Solution for jogging round , when I was submitting answer time was over, but it gives correct answer for public test case.

Bro I too made a similar solution in python, both the public test cases were passed but private test cases showee wrong answer. I’m too surprised to see where could I have been wrong.

Yup I’m extremely suspicious too. I wrote a python version of my code and wrote a small script to test against the code which my friend wrote which passed. The script basically generates random inputs and compares both the results.

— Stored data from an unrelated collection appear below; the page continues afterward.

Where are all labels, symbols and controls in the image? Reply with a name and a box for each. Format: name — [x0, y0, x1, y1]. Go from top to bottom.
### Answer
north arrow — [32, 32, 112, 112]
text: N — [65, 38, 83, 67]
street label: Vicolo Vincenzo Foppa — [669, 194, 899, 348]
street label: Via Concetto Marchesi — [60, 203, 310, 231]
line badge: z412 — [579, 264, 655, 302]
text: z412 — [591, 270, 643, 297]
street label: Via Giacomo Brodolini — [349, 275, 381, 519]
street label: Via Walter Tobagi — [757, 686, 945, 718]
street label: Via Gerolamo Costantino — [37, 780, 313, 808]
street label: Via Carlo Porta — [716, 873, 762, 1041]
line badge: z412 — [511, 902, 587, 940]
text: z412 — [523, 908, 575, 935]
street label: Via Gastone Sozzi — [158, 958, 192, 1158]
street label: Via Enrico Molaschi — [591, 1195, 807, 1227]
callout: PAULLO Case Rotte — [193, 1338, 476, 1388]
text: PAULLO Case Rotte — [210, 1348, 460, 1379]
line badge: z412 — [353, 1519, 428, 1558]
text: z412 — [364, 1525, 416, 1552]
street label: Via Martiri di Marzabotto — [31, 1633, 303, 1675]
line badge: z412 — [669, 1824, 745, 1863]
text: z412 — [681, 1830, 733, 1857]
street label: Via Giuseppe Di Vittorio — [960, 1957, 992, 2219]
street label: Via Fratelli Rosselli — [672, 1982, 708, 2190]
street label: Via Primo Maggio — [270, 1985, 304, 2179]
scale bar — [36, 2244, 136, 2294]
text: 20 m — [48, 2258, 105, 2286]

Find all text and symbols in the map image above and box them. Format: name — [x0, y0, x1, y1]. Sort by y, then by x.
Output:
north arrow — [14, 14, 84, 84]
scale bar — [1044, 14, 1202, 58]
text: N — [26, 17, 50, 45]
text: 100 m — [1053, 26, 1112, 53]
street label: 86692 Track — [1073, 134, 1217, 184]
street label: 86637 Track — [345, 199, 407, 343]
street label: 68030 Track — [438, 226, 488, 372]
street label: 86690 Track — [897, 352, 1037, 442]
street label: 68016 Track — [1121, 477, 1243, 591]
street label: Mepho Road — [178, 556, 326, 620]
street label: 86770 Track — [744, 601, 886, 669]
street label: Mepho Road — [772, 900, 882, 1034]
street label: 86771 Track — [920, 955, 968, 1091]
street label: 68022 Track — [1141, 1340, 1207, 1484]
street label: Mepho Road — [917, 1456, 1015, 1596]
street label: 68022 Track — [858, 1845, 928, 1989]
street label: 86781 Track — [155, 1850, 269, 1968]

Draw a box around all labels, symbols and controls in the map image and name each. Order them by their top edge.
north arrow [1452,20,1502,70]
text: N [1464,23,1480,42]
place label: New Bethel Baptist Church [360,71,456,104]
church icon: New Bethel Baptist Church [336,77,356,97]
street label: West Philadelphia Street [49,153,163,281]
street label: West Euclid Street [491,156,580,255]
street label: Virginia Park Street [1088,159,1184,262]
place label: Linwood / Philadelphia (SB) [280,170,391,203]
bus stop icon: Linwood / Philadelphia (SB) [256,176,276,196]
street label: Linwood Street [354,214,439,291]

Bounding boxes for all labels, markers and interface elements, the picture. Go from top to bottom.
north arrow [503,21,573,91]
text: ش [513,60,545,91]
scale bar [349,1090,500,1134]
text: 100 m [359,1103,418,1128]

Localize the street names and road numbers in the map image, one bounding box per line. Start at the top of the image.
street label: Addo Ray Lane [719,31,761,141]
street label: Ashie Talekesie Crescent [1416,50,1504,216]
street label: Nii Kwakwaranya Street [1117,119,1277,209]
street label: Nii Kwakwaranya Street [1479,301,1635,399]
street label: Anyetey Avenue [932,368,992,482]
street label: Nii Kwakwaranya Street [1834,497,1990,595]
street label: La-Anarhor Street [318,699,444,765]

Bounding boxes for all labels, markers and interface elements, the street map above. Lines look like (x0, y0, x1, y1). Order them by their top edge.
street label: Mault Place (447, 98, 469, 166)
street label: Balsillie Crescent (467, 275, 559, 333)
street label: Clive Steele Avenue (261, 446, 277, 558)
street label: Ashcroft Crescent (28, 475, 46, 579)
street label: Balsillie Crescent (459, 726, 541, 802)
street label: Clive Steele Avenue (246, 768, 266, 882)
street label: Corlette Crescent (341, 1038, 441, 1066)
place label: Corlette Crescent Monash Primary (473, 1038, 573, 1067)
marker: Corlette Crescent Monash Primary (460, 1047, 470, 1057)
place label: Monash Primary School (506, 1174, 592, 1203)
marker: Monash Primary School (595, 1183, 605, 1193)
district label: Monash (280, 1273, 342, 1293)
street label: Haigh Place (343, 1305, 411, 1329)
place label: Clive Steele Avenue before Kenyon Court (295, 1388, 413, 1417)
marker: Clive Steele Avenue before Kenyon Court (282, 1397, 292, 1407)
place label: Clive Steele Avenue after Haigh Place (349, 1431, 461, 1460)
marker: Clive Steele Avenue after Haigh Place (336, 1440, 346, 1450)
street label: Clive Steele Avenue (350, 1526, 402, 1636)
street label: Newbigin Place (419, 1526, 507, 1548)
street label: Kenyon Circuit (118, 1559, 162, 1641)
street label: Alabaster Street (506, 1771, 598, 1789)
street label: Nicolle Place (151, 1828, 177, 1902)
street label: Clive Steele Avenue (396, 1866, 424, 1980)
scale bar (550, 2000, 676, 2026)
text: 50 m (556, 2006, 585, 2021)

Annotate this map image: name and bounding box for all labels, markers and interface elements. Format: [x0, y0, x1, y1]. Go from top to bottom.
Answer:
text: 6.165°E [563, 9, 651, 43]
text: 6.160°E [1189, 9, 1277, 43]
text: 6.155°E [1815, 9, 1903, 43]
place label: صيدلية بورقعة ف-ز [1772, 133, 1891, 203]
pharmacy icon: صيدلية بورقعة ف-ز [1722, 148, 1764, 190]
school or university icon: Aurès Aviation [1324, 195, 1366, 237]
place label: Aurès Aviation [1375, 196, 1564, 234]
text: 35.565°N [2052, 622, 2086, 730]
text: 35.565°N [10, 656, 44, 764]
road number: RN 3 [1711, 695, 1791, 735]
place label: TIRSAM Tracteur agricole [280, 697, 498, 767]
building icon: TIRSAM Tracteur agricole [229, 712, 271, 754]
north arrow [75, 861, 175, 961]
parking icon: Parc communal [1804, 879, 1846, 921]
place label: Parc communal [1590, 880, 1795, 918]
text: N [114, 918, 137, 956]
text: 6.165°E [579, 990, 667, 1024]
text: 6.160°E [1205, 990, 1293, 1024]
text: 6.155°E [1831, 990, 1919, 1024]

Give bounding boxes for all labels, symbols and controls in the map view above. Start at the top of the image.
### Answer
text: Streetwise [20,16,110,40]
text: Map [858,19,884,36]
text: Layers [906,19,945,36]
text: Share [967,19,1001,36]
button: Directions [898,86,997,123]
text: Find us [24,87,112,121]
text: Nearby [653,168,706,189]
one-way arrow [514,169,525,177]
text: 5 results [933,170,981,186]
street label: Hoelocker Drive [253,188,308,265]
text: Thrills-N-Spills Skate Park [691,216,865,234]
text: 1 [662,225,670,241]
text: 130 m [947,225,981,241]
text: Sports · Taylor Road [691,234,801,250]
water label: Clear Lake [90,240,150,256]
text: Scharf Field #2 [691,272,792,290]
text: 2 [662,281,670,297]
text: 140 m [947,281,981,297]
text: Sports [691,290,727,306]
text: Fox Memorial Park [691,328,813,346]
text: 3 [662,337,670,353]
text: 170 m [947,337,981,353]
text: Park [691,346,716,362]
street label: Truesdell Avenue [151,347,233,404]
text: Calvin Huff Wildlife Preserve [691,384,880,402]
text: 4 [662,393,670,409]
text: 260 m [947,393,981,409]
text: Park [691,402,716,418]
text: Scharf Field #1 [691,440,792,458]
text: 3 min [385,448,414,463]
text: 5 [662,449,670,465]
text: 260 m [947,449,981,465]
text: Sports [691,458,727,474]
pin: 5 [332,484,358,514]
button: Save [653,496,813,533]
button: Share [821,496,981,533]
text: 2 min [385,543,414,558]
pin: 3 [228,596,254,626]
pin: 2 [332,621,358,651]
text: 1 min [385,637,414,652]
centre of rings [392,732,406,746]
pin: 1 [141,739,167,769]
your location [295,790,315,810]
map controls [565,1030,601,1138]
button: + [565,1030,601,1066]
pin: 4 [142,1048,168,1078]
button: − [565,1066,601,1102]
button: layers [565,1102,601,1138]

It ran for 1,00,000 iterations and I still haven’t found the breaking condition.

from random import random, randint

def me(n, l):
    l = [[1 if i == 'C' else 0 for i in j] for j in l]

    u, s = [0]*n, [0]*n
    for i in range(n):
        for j in range(n):
            u[j] += l[i][j]
            s[i] += l[i][j]

    u = [n - x for x in u]
    s = [n - x for x in s]

    def maxgap(rem):
        res = 0;
        n = len(rem)
        for i in range(n):
            for j in range(i, n):
                curr = float('inf');
                for x in range(i, j+1):
                    curr = min(curr, rem[x]);
                curr = min(j - i + 1, curr);
                res = max(res, curr);
        return res;

    return max(maxgap(u), maxgap(s))

def working_code(n, l):
    P=[]
    c=0
    for i in range(n):
        t=[]
        c=0
        for j in range(n):
            if l[j][i]=='C':
                t.append('C')
                c+=1
        t.extend(['-']*(n-c))
        P.append(t)

    Q=[[0 for i in range(n+1)] for j in range(n+1)]
    m1=0
    for i in range(1,n+1):
        for j in range(1,n+1):
            if (P[i-1][j-1]=='-'):
                Q[i][j] = 1+min(Q[i][j-1], Q[i-1][j],Q[i-1][j-1])
                if(Q[i][j]>m1):
                    m1=Q[i][j]
            else:
                Q[i][j] = 0

    P=[]
    c=0
    for i in range(n):
        t=[]
        c=0
        for j in range(n):
            if l[i][j]=='C':
                t.append('C')
                c+=1
        t.extend(['-']*(n-c))
        P.append(t)

    Q=[[0 for i in range(n+1)] for j in range(n+1)]
    m2=0
    for i in range(1,n+1):
        for j in range(1,n+1):
            if (P[i-1][j-1]=='-'):
                Q[i][j] = min(Q[i][j-1], Q[i-1][j],
                            Q[i-1][j-1]) + 1
                if (Q[i][j] > m2):
                    m2 = Q[i][j]
            else:
                Q[i][j] = 0

    return max(m1,m2)


def test():
    i = 0
    while True:
        i += 1
        print(i)
        n = randint(1, 99)
        l = [['C' if round(random()) == 1 else 'D' 
            for i in range(n)]
            for j in range(n)]
        if working_code(n, l) != me(n, l):
            print(n)
            print(*[''.join(x) for x in l], sep="\n")
            break

test()

Indeed that’s suspicious. I was very sure of my solution. But was very much shocked to see WA. My solution ran successfully in the first try btw😂

And also bro…how did you take the full screenshot of the question?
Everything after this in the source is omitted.